RTC allows the defendant to pay the remaining balance of P805,000.00 within 30 days

and upon full payment the plaintiff should execute the necessary deed of sale. But failure

to do so within the said period will result to the rescission of the contract. The Court of

Appeals affirmed the decision of the RTC with modification. Petitioner then filed a

petition for review of the decision of the Court of Appeals.

Issue: Whether or not the subject deed of conditional sale is rescissible on the ground of

respondent’s failure to pay the remaining balance; thus, constituting a breach of contract.

Held: The Court, in affirmation of the ruling of the courts below, held that the contract cannot

be subject to rescission since there was only a slight or casual breach in the fulfillment of

the obligation. The Court first distinguished a contract of sale from a contract to sell.

Sale, by nature, is a consensual contract because it is perfected by mere consent.

However, in a contract to sell, mere consent is not tantamount to the perfection of the

contract. It is only a reservation of the prospective seller to transfer the title to the

prospective buyer. Since the contract is not a contract of sale, but rather a contract to sell,

failure to pay the obligation in full is not a breach of contract.
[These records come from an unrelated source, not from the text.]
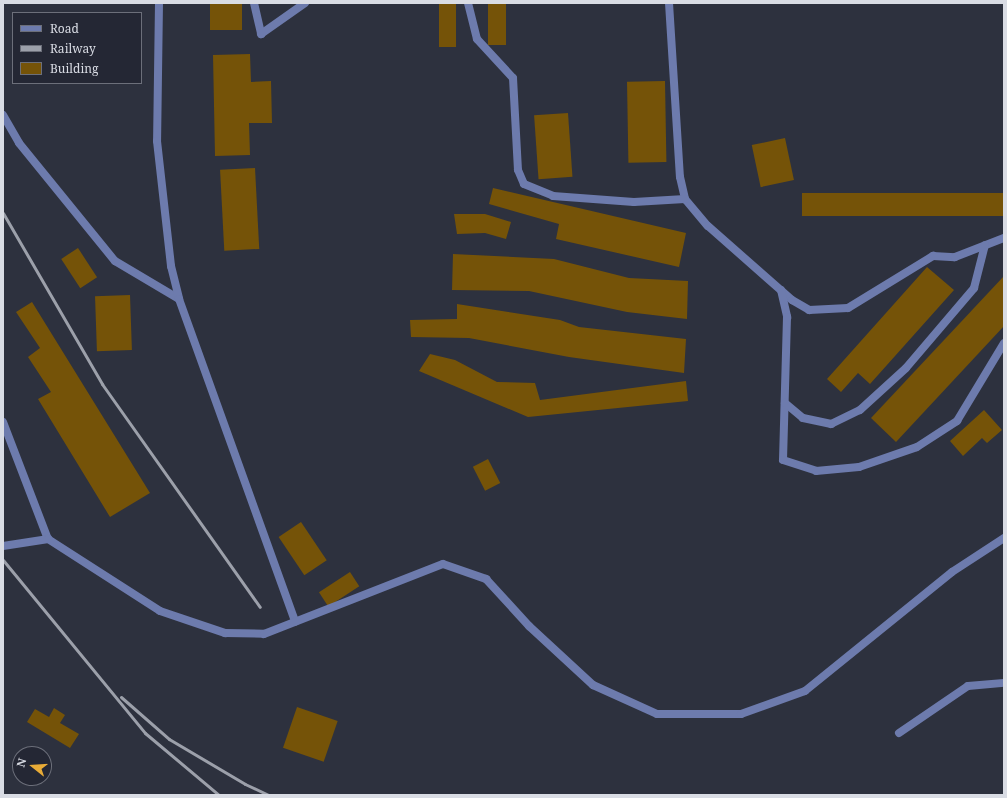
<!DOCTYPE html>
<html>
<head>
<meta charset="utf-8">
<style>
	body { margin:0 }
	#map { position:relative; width:1007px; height:798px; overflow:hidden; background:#2d313e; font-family:"Noto Serif",serif }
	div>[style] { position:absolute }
	.building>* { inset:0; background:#755308; transform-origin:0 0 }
	.service>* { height:8px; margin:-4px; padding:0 4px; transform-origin:4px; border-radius:4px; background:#6d7bad }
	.minor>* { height:8px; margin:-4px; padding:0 4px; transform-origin:4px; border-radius:4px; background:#6d7bad }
	.rail>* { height:3px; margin:-1.5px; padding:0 1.5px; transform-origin:1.5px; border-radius:1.5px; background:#9ca0aa }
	span { translate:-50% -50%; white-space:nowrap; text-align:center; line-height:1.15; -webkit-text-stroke:4px #242734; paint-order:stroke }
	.frame { position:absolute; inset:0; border:4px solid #d9dce4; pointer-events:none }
	.legend { position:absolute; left:12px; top:12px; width:130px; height:72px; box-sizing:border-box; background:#242734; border:1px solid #6c6f7a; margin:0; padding:5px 7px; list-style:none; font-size:12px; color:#d9dce4 }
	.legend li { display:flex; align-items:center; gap:8px; height:20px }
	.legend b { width:20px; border:1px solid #6c6f7a }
	.north { position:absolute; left:12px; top:746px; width:40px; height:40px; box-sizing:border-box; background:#242734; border:1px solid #6c6f7a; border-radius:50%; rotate:287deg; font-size:11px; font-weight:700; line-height:16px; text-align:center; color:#d9dce4 }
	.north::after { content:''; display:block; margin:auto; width:14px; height:18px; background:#e8ab37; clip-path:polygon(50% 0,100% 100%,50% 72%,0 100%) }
</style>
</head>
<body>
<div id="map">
	<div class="building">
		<div style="left:210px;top:3px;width:32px;height:27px"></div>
		<div style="left:439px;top:3px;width:17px;height:44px"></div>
		<div style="left:488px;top:3px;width:18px;height:42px"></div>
		<div style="clip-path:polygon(250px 54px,251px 82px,271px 81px,272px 123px,249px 123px,250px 155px,215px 156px,213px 55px)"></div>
		<div style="left:665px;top:81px;width:81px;height:38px;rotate:89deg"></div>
		<div style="left:568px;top:113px;width:64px;height:34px;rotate:86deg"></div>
		<div style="left:785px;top:138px;width:43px;height:34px;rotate:78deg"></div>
		<div style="left:255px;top:168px;width:81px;height:35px;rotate:87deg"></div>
		<div style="clip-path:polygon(493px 188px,686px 233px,679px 267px,556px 239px,559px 224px,489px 204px)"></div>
		<div style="left:1004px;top:193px;width:23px;height:202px;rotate:90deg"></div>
		<div style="clip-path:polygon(454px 214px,485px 214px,511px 222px,506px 239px,485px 233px,457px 234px)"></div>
		<div style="left:78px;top:248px;width:35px;height:20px;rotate:57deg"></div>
		<div style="clip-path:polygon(453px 254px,554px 259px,629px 278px,688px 281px,687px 319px,627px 312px,529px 291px,452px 290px)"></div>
		<div style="clip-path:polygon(927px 267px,954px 290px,870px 384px,858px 373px,841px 392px,827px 379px)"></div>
		<div style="clip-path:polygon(1004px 276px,1004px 326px,896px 442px,871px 418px)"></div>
		<div style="left:130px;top:295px;width:55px;height:35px;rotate:88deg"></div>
		<div style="clip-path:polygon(32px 302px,150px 493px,110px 517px,38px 399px,51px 392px,28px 357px,40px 348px,16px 312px)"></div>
		<div style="clip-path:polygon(457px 304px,560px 320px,579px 327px,686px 339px,684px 373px,569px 357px,469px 338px,411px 337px,410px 320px,457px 319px)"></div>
		<div style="clip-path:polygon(430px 354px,455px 360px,497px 382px,535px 383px,540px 400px,686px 381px,688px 401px,528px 417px,419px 371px)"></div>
		<div style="clip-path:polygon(984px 410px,1002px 430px,987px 443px,982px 438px,963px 456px,950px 441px)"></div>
		<div style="left:488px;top:459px;width:27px;height:17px;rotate:63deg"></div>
		<div style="left:301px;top:522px;width:46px;height:27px;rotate:56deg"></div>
		<div style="left:350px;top:572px;width:17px;height:37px;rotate:57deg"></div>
		<div style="left:297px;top:707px;width:43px;height:43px;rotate:19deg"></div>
		<div style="clip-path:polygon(54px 708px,65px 715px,60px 723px,79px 734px,70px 748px,27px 722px,35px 709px,49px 717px)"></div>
	</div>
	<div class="service">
		<div style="left:254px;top:3px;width:32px;rotate:77deg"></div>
		<div style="left:261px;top:34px;width:54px;rotate:-35.2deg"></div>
		<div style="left:3px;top:115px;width:32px;rotate:60deg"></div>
		<div style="left:19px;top:143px;width:152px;rotate:50.9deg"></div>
		<div style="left:115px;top:261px;width:74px;rotate:30.7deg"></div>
		<div style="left:680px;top:177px;width:23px;rotate:77deg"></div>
		<div style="left:685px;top:199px;width:35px;rotate:50deg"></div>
		<div style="left:708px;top:226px;width:112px;rotate:41.4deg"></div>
		<div style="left:792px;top:300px;width:20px;rotate:30deg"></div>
		<div style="left:809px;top:310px;width:39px;rotate:-3deg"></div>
		<div style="left:848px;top:308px;width:100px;rotate:-31.5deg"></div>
		<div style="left:933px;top:256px;width:22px;rotate:3deg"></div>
		<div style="left:955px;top:257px;width:53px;rotate:-21.2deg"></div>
		<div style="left:171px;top:266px;width:34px;rotate:76deg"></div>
		<div style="left:179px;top:299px;width:343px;rotate:70.2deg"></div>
		<div style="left:781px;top:290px;width:28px;rotate:77deg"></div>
		<div style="left:787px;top:317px;width:143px;rotate:91.6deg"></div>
		<div style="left:783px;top:460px;width:35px;rotate:18deg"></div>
		<div style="left:816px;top:471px;width:43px;rotate:-5.3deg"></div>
		<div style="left:859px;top:467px;width:61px;rotate:-19deg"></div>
		<div style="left:917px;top:447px;width:48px;rotate:-33deg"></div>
		<div style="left:957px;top:421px;width:91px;rotate:-58.9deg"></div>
		<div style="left:785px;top:403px;width:23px;rotate:40deg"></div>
		<div style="left:803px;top:418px;width:29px;rotate:12deg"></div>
		<div style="left:831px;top:424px;width:32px;rotate:-26deg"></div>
		<div style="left:860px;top:410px;width:62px;rotate:-42.4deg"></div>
		<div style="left:906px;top:368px;width:105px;rotate:-49.6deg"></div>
		<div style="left:974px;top:288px;width:44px;rotate:-75.7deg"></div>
		<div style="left:3px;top:422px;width:125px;rotate:69deg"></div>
		<div style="left:3px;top:546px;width:46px;rotate:-8.8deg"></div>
		<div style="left:48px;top:539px;width:133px;rotate:32.7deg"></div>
		<div style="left:160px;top:611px;width:69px;rotate:18.7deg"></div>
		<div style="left:225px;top:633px;width:39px;rotate:1deg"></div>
		<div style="left:264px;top:634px;width:192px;rotate:-21.4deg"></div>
		<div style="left:443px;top:564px;width:46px;rotate:19.2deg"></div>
		<div style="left:486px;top:579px;width:64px;rotate:47.5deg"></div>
		<div style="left:529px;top:626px;width:87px;rotate:42.7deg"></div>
		<div style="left:593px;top:685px;width:70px;rotate:24.4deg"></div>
		<div style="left:657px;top:714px;width:84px"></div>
		<div style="left:741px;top:714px;width:68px;rotate:-19.8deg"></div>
		<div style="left:805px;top:691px;width:189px;rotate:-39deg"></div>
		<div style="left:952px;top:572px;width:62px;rotate:-33.2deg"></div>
		<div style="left:899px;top:733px;width:83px;rotate:-34.3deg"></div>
		<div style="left:968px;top:686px;width:36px;rotate:-5deg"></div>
	</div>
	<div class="minor">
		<div style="left:159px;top:3px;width:138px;rotate:90.8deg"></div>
		<div style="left:157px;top:141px;width:126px;rotate:83.6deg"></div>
		<div style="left:468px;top:3px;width:37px;rotate:76deg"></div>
		<div style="left:477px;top:39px;width:53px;rotate:47.3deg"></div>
		<div style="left:513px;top:78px;width:92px;rotate:86.9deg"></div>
		<div style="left:518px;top:170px;width:15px;rotate:67deg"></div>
		<div style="left:524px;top:184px;width:31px;rotate:22deg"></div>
		<div style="left:553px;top:196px;width:81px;rotate:4.2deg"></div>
		<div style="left:634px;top:202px;width:51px;rotate:-3.4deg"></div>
		<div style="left:669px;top:3px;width:174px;rotate:86.4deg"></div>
	</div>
	<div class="rail">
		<div style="left:3px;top:213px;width:198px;rotate:59.9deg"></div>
		<div style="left:102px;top:384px;width:273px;rotate:54.7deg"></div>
		<div style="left:3px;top:560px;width:224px;rotate:50.6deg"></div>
		<div style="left:145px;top:733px;width:97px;rotate:40deg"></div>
		<div style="left:121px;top:697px;width:64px;rotate:41.2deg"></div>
		<div style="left:169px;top:739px;width:88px;rotate:30.6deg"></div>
		<div style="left:245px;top:784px;width:26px;rotate:25deg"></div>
	</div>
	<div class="frame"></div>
	<ul class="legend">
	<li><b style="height:5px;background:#6d7bad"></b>Road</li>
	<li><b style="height:5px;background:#9ca0aa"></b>Railway</li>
	<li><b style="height:11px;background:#755308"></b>Building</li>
	</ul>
	<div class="north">N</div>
</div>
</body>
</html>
The obligation of the seller

to sell becomes demandable only upon the happening of a suspensive condition.

Therefore, there can be no rescission of an obligation that did not take place. Moreover, it

is not rescissible since the breach is not substantial or fundamental to the fulfillment of

the obligation. In the case at bar, petitioner was willing to settle the balance, as

manifested by an offer to pay P 751.000.00. Therefore, in lieu of her sincerity to comply,

the Court affirmed the decision of the lower courts to allow her to settle the remaining

obligation, instead of a rescission of the contract.